- PROBLEM STATEMENT
Write out every record in full, exactly as written, please.

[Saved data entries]

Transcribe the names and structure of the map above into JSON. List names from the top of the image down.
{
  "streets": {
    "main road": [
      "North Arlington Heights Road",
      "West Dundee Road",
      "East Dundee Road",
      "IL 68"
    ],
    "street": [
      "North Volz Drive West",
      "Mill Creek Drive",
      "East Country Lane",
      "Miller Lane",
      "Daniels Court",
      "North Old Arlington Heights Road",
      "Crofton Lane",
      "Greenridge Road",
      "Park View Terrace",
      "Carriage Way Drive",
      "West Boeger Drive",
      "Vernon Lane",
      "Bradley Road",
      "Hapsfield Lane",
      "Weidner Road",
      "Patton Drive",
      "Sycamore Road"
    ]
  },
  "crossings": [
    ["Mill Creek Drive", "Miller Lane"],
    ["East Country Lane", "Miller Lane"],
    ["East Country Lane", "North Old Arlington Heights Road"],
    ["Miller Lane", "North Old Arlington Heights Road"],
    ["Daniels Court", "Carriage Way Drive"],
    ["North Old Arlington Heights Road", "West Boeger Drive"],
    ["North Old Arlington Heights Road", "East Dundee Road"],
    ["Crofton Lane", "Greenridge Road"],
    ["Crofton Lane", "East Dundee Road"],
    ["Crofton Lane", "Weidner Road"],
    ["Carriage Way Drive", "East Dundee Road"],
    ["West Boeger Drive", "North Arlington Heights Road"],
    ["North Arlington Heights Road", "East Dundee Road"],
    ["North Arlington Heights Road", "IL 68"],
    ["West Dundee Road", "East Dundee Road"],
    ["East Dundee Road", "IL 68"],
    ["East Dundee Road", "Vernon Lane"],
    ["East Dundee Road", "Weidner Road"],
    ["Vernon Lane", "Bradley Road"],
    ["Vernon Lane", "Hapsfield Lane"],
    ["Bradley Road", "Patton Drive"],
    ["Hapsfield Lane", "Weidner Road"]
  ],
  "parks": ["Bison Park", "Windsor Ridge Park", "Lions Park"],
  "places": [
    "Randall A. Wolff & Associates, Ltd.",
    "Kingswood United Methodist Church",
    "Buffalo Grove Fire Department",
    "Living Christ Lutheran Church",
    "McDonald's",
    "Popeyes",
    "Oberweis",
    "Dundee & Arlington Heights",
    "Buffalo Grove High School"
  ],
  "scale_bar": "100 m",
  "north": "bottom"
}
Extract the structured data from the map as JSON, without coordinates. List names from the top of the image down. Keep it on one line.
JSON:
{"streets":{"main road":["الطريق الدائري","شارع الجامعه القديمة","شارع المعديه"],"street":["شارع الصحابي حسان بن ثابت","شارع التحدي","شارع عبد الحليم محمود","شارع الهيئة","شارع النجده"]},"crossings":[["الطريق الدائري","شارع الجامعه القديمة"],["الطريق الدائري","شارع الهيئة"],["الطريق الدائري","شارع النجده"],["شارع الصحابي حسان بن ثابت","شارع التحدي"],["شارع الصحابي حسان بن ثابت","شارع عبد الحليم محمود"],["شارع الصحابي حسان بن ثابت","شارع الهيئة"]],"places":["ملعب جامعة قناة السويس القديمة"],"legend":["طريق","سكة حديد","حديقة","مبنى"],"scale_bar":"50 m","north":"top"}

- YOUR RESPONSE
Transcribe the names and structure of the map above into JSON. List names from the top of the image down.
{
  "streets": {
    "main road": [
      "North Arlington Heights Road",
      "West Dundee Road",
      "East Dundee Road",
      "IL 68"
    ],
    "street": [
      "North Volz Drive West",
      "Mill Creek Drive",
      "East Country Lane",
      "Miller Lane",
      "Daniels Court",
      "North Old Arlington Heights Road",
      "Crofton Lane",
      "Greenridge Road",
      "Park View Terrace",
      "Carriage Way Drive",
      "West Boeger Drive",
      "Vernon Lane",
      "Bradley Road",
      "Hapsfield Lane",
      "Weidner Road",
      "Patton Drive",
      "Sycamore Road"
    ]
  },
  "crossings": [
    ["Mill Creek Drive", "Miller Lane"],
    ["East Country Lane", "Miller Lane"],
    ["East Country Lane", "North Old Arlington Heights Road"],
    ["Miller Lane", "North Old Arlington Heights Road"],
    ["Daniels Court", "Carriage Way Drive"],
    ["North Old Arlington Heights Road", "West Boeger Drive"],
    ["North Old Arlington Heights Road", "East Dundee Road"],
    ["Crofton Lane", "Greenridge Road"],
    ["Crofton Lane", "East Dundee Road"],
    ["Crofton Lane", "Weidner Road"],
    ["Carriage Way Drive", "East Dundee Road"],
    ["West Boeger Drive", "North Arlington Heights Road"],
    ["North Arlington Heights Road", "East Dundee Road"],
    ["North Arlington Heights Road", "IL 68"],
    ["West Dundee Road", "East Dundee Road"],
    ["East Dundee Road", "IL 68"],
    ["East Dundee Road", "Vernon Lane"],
    ["East Dundee Road", "Weidner Road"],
    ["Vernon Lane", "Bradley Road"],
    ["Vernon Lane", "Hapsfield Lane"],
    ["Bradley Road", "Patton Drive"],
    ["Hapsfield Lane", "Weidner Road"]
  ],
  "parks": ["Bison Park", "Windsor Ridge Park", "Lions Park"],
  "places": [
    "Randall A. Wolff & Associates, Ltd.",
    "Kingswood United Methodist Church",
    "Buffalo Grove Fire Department",
    "Living Christ Lutheran Church",
    "McDonald's",
    "Popeyes",
    "Oberweis",
    "Dundee & Arlington Heights",
    "Buffalo Grove High School"
  ],
  "scale_bar": "100 m",
  "north": "bottom"
}
Extract the structured data from the map as JSON, without coordinates. List names from the top of the image down. Keep it on one line.
JSON:
{"streets":{"main road":["الطريق الدائري","شارع الجامعه القديمة","شارع المعديه"],"street":["شارع الصحابي حسان بن ثابت","شارع التحدي","شارع عبد الحليم محمود","شارع الهيئة","شارع النجده"]},"crossings":[["الطريق الدائري","شارع الجامعه القديمة"],["الطريق الدائري","شارع الهيئة"],["الطريق الدائري","شارع النجده"],["شارع الصحابي حسان بن ثابت","شارع التحدي"],["شارع الصحابي حسان بن ثابت","شارع عبد الحليم محمود"],["شارع الصحابي حسان بن ثابت","شارع الهيئة"]],"places":["ملعب جامعة قناة السويس القديمة"],"legend":["طريق","سكة حديد","حديقة","مبنى"],"scale_bar":"50 m","north":"top"}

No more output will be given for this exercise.